Exercise prompt
Gather all lines in the entries that include the word "Plaça".

Available records Block Start

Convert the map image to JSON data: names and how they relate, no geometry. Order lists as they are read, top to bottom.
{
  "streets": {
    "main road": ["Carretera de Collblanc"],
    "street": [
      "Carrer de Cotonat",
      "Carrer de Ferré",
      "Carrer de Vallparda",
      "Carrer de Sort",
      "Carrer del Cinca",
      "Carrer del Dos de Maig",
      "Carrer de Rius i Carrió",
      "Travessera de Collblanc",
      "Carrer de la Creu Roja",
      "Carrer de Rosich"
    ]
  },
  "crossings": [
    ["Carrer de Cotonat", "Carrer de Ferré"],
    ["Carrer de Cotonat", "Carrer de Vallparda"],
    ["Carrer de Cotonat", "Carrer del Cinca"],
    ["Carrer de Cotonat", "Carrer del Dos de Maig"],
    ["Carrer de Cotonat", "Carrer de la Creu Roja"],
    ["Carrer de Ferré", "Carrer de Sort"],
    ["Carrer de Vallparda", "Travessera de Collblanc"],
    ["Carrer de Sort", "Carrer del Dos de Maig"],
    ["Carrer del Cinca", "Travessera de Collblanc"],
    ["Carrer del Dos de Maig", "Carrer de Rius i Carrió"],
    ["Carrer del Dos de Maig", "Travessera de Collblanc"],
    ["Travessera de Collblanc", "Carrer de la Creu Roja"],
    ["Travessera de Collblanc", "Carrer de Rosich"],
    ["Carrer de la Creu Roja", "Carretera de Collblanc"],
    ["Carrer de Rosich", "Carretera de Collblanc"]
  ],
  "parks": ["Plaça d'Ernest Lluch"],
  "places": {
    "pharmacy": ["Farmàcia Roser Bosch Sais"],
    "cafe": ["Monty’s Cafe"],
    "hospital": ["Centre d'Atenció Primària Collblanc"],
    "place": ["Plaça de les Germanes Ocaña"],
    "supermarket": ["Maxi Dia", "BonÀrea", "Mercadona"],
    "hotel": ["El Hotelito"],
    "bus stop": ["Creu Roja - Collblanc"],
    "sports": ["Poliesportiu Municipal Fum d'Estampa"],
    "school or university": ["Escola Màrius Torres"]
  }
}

Available records Block End

Task solution
  "parks": ["Plaça d'Ernest Lluch"],
    "place": ["Plaça de les Germanes Ocaña"],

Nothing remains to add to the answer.